Charles Fenyvesi writes movingly of Raoul Wallenberg and five ordinary Hungarian citizens who defied the laws of the Nazis and Hungary’s Arrow Cross and rescued Jews despite the constant threat to their own lives. Jews spoke of these Gentile rescuers as “angels,” men and women who seemed invested with a force greater than themselves. The young Fenyvesi, his mother and father, and members of his extended family were on the receiving end of the courageous acts of these “righteous gentiles.” Their origins, beliefs and characters differed, ranging from the Swedish patrician Wallenberg to a Mr. Kanalas, the disreputable janitor of the apartment house the Fenyvesis lived in in Budapest; to Erzebet David, a conscientious official of the state (and friend of the author’s mother) who provided many Jews with false identity papers; to the Lutheran Pastor Gabor Sztehlo who set up orphanages supposedly for Christian children — “I did what I had to do almost unconsciously,” he later wrote; to Levente Thury, a gentile uncle by marriage who took part in the anti-Nazi resistance.
“A beautiful book – beautiful in its portrayal of heroic gentiles during the Holocaust and beautiful for the elegance of its language. Its account of five men and women who rescued Jews during the German occupation of Hungary, the ‘angels’ of the title, cannot fail to move any reader fortunate enough to acquire this book. . . . Fenyvesi acknowledges that the number of Jews saved by these gentiles is minuscule given the six million who perished. Yet his guiding principle, the talmudic statement, ‘He who saves one life it is as if he has saved an entire world,’ makes clear why he felt compelled to write this memoir, a unique blend of passionate engagement and level-headed analysis of a brief, dark period in Hungary’s history, a book laced through with gratitude and compassion.”

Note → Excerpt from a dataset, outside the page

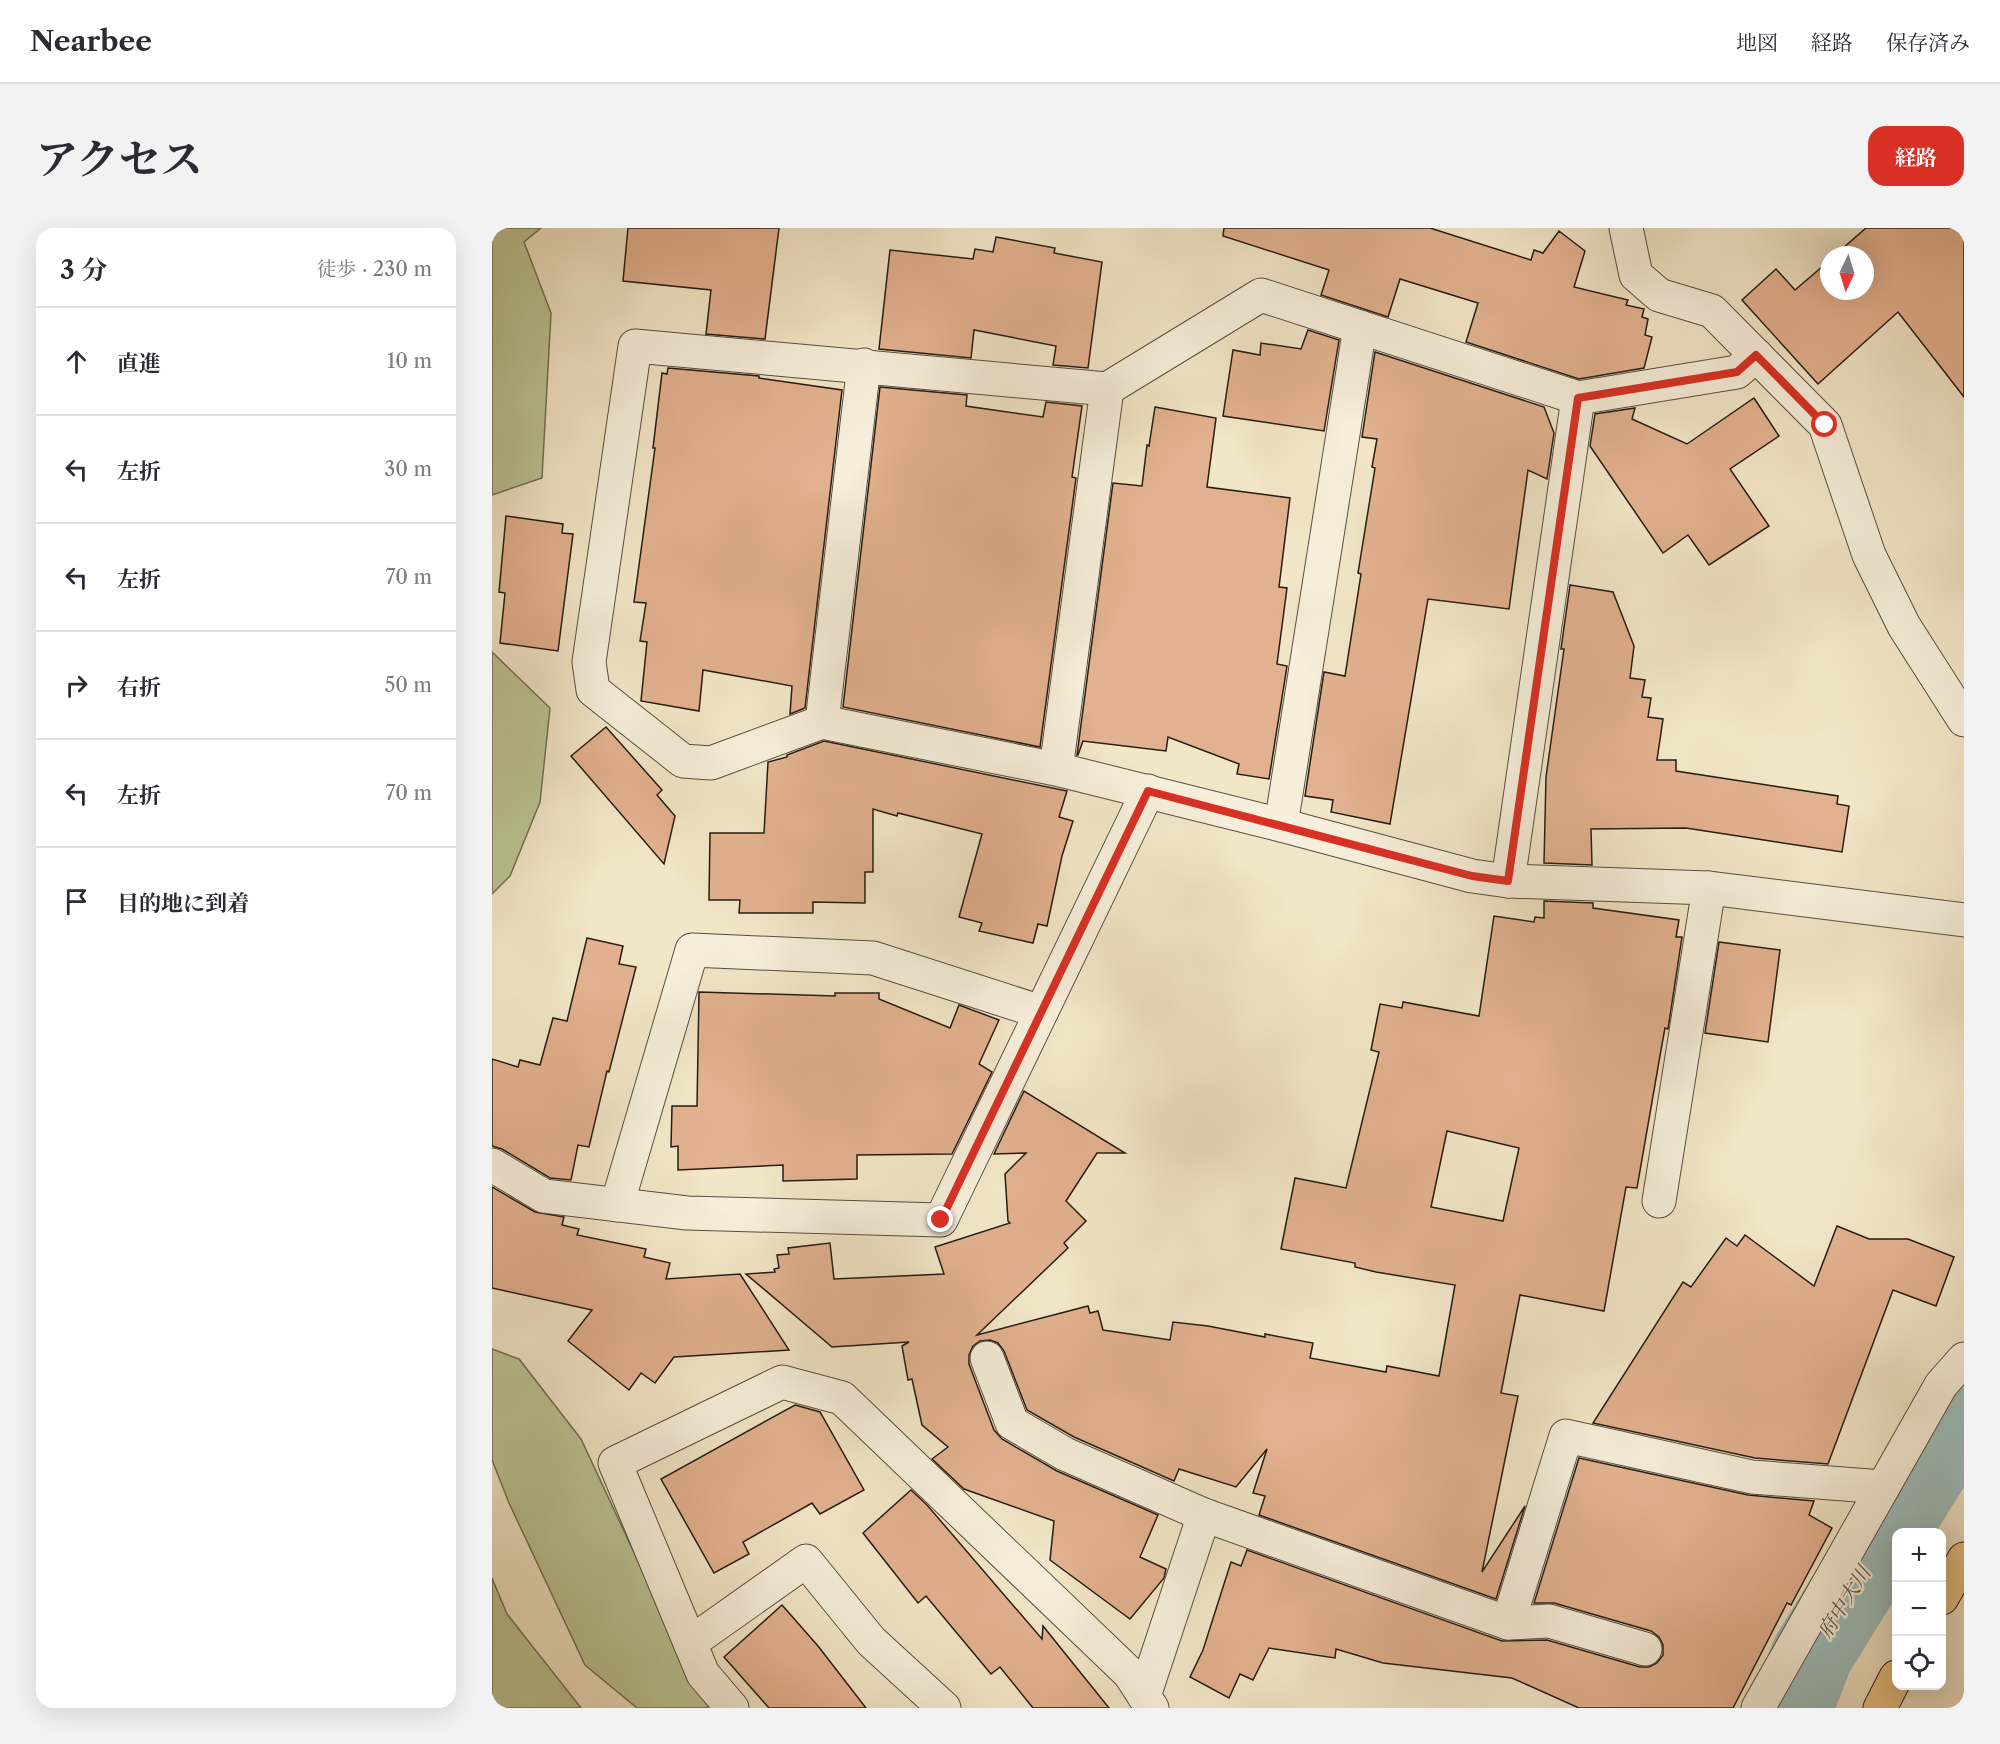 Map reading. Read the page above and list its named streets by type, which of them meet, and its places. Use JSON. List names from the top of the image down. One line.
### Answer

— Curt Leviant, The Times.
Charles Fenyvesi is the author of books on exiled royalty, botany, and his own family’s history, When the World Was Whole. A former staff writer for The Washington Post and U.S. News & World Report, he now edits an electronic newsletter on human rights, Bigotry Monitor. He lives on a farm in Maryland with his wife and tends their garden and goats.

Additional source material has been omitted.